By Art Reisman
CTO – APconnections
As a general rule, when a network router sees more packets than it can send or receive on a link, it will drop the extra packets. Intuitively, when your router is dropping packets, one would assume that the perceived slow down, per user, would be just a gradual shift slower.
What happens in reality is far worse…
1) Distant users get spiraling slower responses.
Martin Roth, a colleague of ours who founded one of the top performance analysis companies in the world, provided this explanation:
“Any device which is dropping packets “favors” streams with the shortest round trip time, because (according to the TCP protocol) the time after which a lost packet is recovered is depending on the round trip time. So when a company in Copenhagen/Denmark has a line to Australia and a line to Germany on the same internet router, and this router is discarding packets because of bandwidth limits/policing, the stream to Australia is getting much bigger “holes” per lost packet (up to 3 seconds) than the stream to Germany or another office in Copenhagen. This effect then increases when the TCP window size to Australia is reduced (because of the retransmissions), so there are fewer bytes per round trip and more holes between to round trips.”
In the screen shot above (courtesy of avenida.dk), the Bandwidth limit is 10 Mbit (= 1 Mbyte/s net traffic), so everything on top of that will get discarded. The problem is not the discards, this is standard TCP behaviour, but the connections that are forcefully closed because of the discards. After the peak in closed connections, there is a “dip” in bandwidth utilization, because we cut too many connections.
2) Once you hit a congestion point, where your router is forced to drop packets, overall congestion actually gets worse before it gets better.
When applications don’t get a response due to a dropped packet, instead of backing off and waiting, they tend to start sending re-tries, and this is why you may have noticed prolonged periods (3o seconds or more) of no service on a congested network. We call this the rolling brown out.
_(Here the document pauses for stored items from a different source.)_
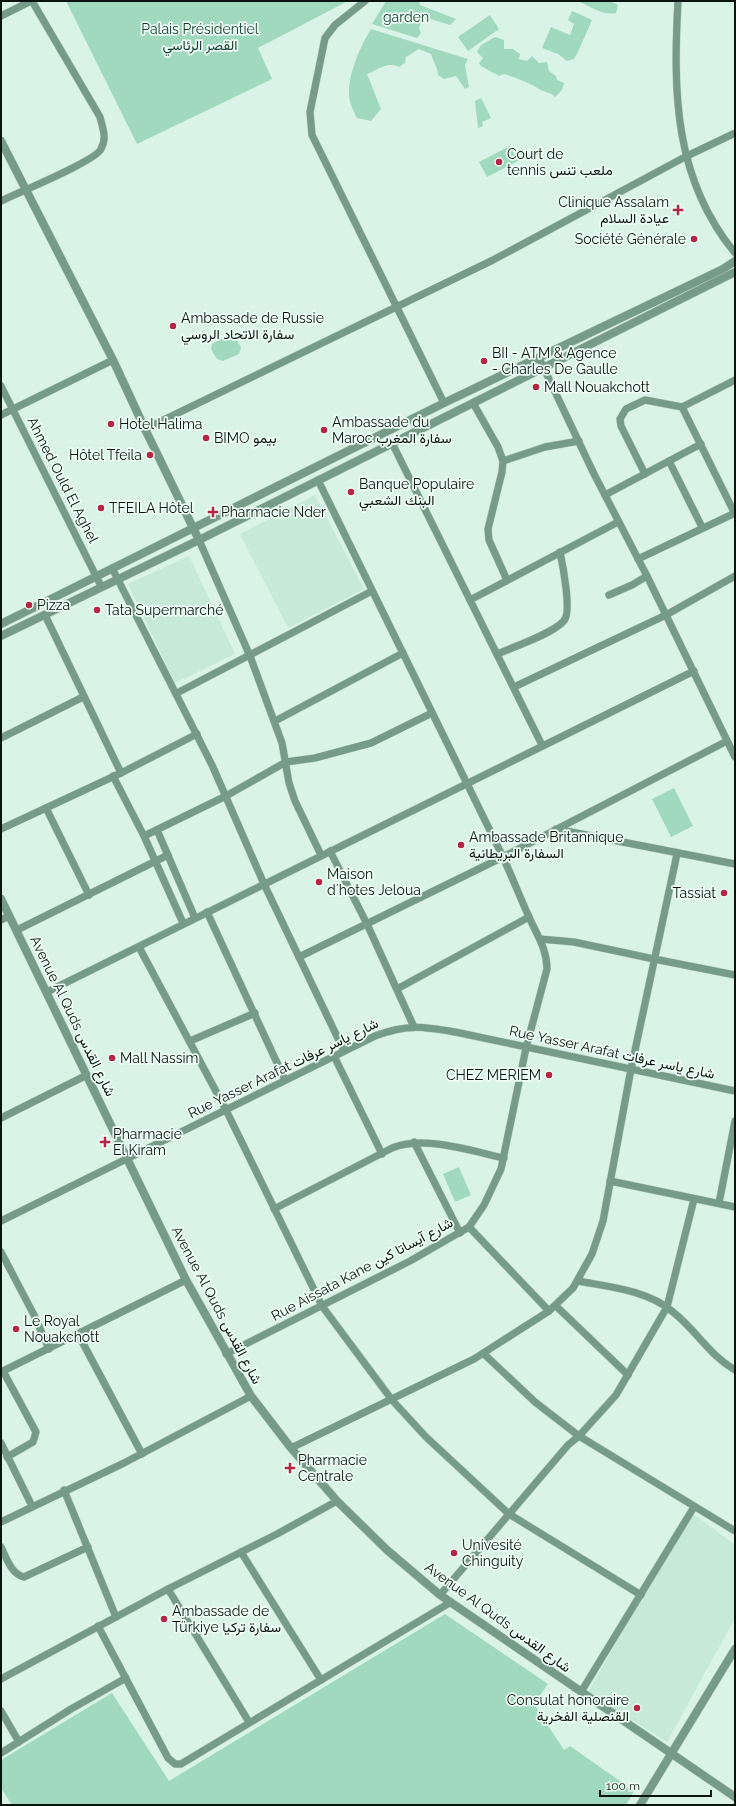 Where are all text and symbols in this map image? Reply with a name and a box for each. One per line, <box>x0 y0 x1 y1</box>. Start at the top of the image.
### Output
park label: garden <box>383 9 429 25</box>
park label: Palais Présidentiel القصر الرئاسي <box>141 21 259 57</box>
place label: Court de tennis ملعب تنس <box>507 146 613 179</box>
marker: Court de tennis ملعب تنس <box>494 157 504 167</box>
place label: Clinique Assalam عيادة السلام <box>558 194 669 227</box>
marker: Clinique Assalam عيادة السلام <box>672 204 684 216</box>
place label: Société Générale <box>575 231 686 247</box>
marker: Société Générale <box>689 234 699 244</box>
place label: Ambassade de Russie سفارة الاتحاد الروسي <box>181 310 324 346</box>
marker: Ambassade de Russie سفارة الاتحاد الروسي <box>168 321 178 331</box>
place label: BII - ATM & Agence - Charles De Gaulle <box>492 345 618 377</box>
marker: BII - ATM & Agence - Charles De Gaulle <box>479 356 489 366</box>
place label: Mall Nouakchott <box>544 379 650 395</box>
marker: Mall Nouakchott <box>531 382 541 392</box>
street label: Ahmed Ould El Aghel <box>24 414 102 546</box>
place label: Ambassade du Maroc سفارة المغرب <box>332 414 451 447</box>
place label: Hotel Halima <box>119 416 202 432</box>
marker: Hotel Halima <box>106 419 116 429</box>
marker: Ambassade du Maroc سفارة المغرب <box>319 425 329 435</box>
place label: BIMO بيمو <box>214 430 277 447</box>
marker: BIMO بيمو <box>201 433 211 443</box>
place label: Hôtel Tfeila <box>69 447 142 463</box>
marker: Hôtel Tfeila <box>145 450 155 460</box>
place label: Banque Populaire البنك الشعبي <box>359 476 474 512</box>
marker: Banque Populaire البنك الشعبي <box>346 487 356 497</box>
place label: TFEILA Hôtel <box>109 500 194 516</box>
marker: TFEILA Hôtel <box>96 503 106 513</box>
place label: Pharmacie Nder <box>221 504 326 520</box>
marker: Pharmacie Nder <box>208 507 218 517</box>
place label: Pizza <box>37 597 70 613</box>
marker: Pizza <box>24 600 34 610</box>
place label: Tata Supermarché <box>105 602 223 618</box>
marker: Tata Supermarché <box>92 605 102 615</box>
place label: Ambassade Britannique السفارة البريطانية <box>469 829 623 862</box>
marker: Ambassade Britannique السفارة البريطانية <box>456 840 466 850</box>
place label: Maison d´hotes Jeloua <box>327 866 421 898</box>
marker: Maison d´hotes Jeloua <box>314 877 324 887</box>
place label: Tassiat <box>672 885 716 901</box>
marker: Tassiat <box>719 888 729 898</box>
street label: Avenue Al Quds شارع القدس <box>24 933 119 1100</box>
street label: Rue Yasser Arafat شارع ياسر عرفات <box>185 1015 382 1124</box>
street label: Rue Yasser Arafat شارع ياسر عرفات <box>507 1022 716 1085</box>
place label: Mall Nassim <box>120 1050 198 1066</box>
marker: Mall Nassim <box>107 1053 117 1063</box>
place label: CHEZ MERIEM <box>446 1067 541 1083</box>
marker: CHEZ MERIEM <box>544 1070 554 1080</box>
place label: Pharmacie El Kiram <box>113 1126 182 1158</box>
marker: Pharmacie El Kiram <box>100 1137 110 1147</box>
street label: Rue Aissata Kane شارع آيساتا كين <box>268 1214 457 1326</box>
street label: Avenue Al Quds شارع القدس <box>166 1223 265 1388</box>
place label: Le Royal Nouakchott <box>24 1313 100 1345</box>
marker: Le Royal Nouakchott <box>11 1324 21 1334</box>
place label: Pharmacie Centrale <box>298 1452 367 1484</box>
marker: Pharmacie Centrale <box>285 1463 295 1473</box>
place label: Univesité Chinguity <box>462 1537 524 1569</box>
marker: Univesité Chinguity <box>449 1548 459 1558</box>
street label: Avenue Al Quds شارع القدس <box>420 1559 574 1678</box>
place label: Ambassade de Türkiye سفارة تركيا <box>172 1603 281 1636</box>
marker: Ambassade de Türkiye سفارة تركيا <box>159 1614 169 1624</box>
place label: Consulat honoraire القنصلية الفخرية <box>507 1692 629 1725</box>
marker: Consulat honoraire القنصلية الفخرية <box>632 1703 642 1713</box>
scale bar <box>600 1772 711 1798</box>
text: 100 m <box>606 1779 640 1793</box>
Think of this situation as sort of a doubling down on bandwidth at the moment of congestion. Instead of easing into a full network and lightly bumping your head, all the devices demanding bandwidth ramp up their requests at precisely the moment when your network is congested, resulting in an explosion of packet dropping until everybody finally gives up.
How do you remedy outages caused by Congestion?
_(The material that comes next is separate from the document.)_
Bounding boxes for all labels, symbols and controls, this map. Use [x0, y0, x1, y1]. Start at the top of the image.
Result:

We have written extensively about solutions to prevent bottlenecks. Here is a quick summary with links:
1) The most obvious being to increase the size of your link.
2) Enforce rate limits per user.
3) Wse something more sophisticated like a Netequalizer, a device that is designed to specifically counter the effects of congestion.
From Martin Roth of Avenida.dk
“With NetEqualizer we may get the same number of discards, but we get fewer connections closed, because we “kick” the few connections with the high bandwidth, so we do not get the “dip” in bandwidth utilization.
The graphs (above) were recorded using 1 second intervals, so here you can see the bandwidth is reached. In a standard SolarWinds graph with 10 minute averages the bandwidth utilization would be under 20% and the customer would not know they are hitting the limit.”
The excerpt below was a message from a reseller who had been struggling with congestion issues at a hotel, he tried basic rate limits on his router first. Rate Limits will buy you some time , but on an oversold network you can still hit the congestion point, and for this you need a smarter device.
“…NetEq delivered a 500% gain in available bandwidth by eliminating rate caps, possible through a mix of connection limits and Equalization. Both are necessary. The hotel went from 750 Kbit max per accesspoint (entire hotel lobby fights over 750Kbit; divided between who knows how many users) to 7Mbit or more available bandwidth for single users with heavy needs.
Pros and Cons of Using Your Router as a Bandwidth ControllerJanuary 30, 2011 — netequalizer
So, you already have a router in your network, and rather than take on the expense of another piece of equipment, you want to double-up on functionality by implementing your bandwidth control within your router. While this is sound logic and may be your best decision, as always, there are some other factors to consider.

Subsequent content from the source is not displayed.